Юрген Флигисс не любил бездействовать. Даже когда приказ о подобном исходил от непосредственного начальства. Поэтому за первых два часа бесцельного ожидания он что только не переделал как в самой тюрьме Полигона, так и на прилегающих к ней объектах. Для младших чинов эти часы запомнились истинным авралом, нагоняями и невероятной нервотрёпкой. А кое-кто даже получил понижение в должности. Не говоря о тех, кому было поставлено на вид или сделаны строгие выговоры.

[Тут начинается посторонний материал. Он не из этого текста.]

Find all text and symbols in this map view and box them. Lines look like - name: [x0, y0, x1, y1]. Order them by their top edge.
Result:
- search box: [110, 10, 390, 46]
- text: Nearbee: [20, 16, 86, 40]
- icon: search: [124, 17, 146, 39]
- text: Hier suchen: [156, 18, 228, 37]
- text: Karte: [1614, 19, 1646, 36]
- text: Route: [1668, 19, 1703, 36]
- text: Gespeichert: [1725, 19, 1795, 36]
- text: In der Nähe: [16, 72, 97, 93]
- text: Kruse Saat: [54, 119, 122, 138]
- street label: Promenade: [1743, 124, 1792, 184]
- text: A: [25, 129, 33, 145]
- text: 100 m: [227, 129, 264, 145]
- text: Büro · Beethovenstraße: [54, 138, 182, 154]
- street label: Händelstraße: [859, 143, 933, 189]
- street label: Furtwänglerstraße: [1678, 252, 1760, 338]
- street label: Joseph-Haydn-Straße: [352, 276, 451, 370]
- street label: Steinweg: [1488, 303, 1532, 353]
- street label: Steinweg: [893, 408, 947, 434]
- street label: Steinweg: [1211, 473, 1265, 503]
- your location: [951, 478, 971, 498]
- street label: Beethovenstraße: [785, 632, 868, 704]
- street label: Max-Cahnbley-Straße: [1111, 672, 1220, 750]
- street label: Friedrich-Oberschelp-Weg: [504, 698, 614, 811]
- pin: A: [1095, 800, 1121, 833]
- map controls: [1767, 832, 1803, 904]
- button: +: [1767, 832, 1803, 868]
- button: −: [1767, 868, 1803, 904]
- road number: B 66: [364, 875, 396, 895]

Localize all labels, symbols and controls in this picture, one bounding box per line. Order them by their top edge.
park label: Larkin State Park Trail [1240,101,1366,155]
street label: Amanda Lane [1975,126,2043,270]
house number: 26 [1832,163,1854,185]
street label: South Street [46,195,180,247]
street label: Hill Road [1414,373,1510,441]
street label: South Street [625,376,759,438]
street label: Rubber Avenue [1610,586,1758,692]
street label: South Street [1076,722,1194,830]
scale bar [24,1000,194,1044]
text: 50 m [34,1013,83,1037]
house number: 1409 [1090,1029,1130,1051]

Главный консул зверствовал, наказывал и вёл себя как лютующий самодур. Хотя без зазрения совести мог покинуть данное пространство и заниматься иными, более насущными делами. Ведь дэма никоим образом не давала команды ожидать её вызова как можно ближе к ней. Опасаться за её целостность было смешно, да и небезопасно для себя лично. Ибо Кобра могла попросту обидеться. А обиженная властительница – это будет похуже крайней лютости.
Но когда с момента водворения в камеру Азнары истекло целых четыре часа, Юрген отчего-то разволновался. Да и дел для него больше не оказалось. А кипучая энергия и любопытство так и продолжали бить через край. И пятый час главный консул места себе не ходил, доведя бледных тюремщиков до настоящей синевы.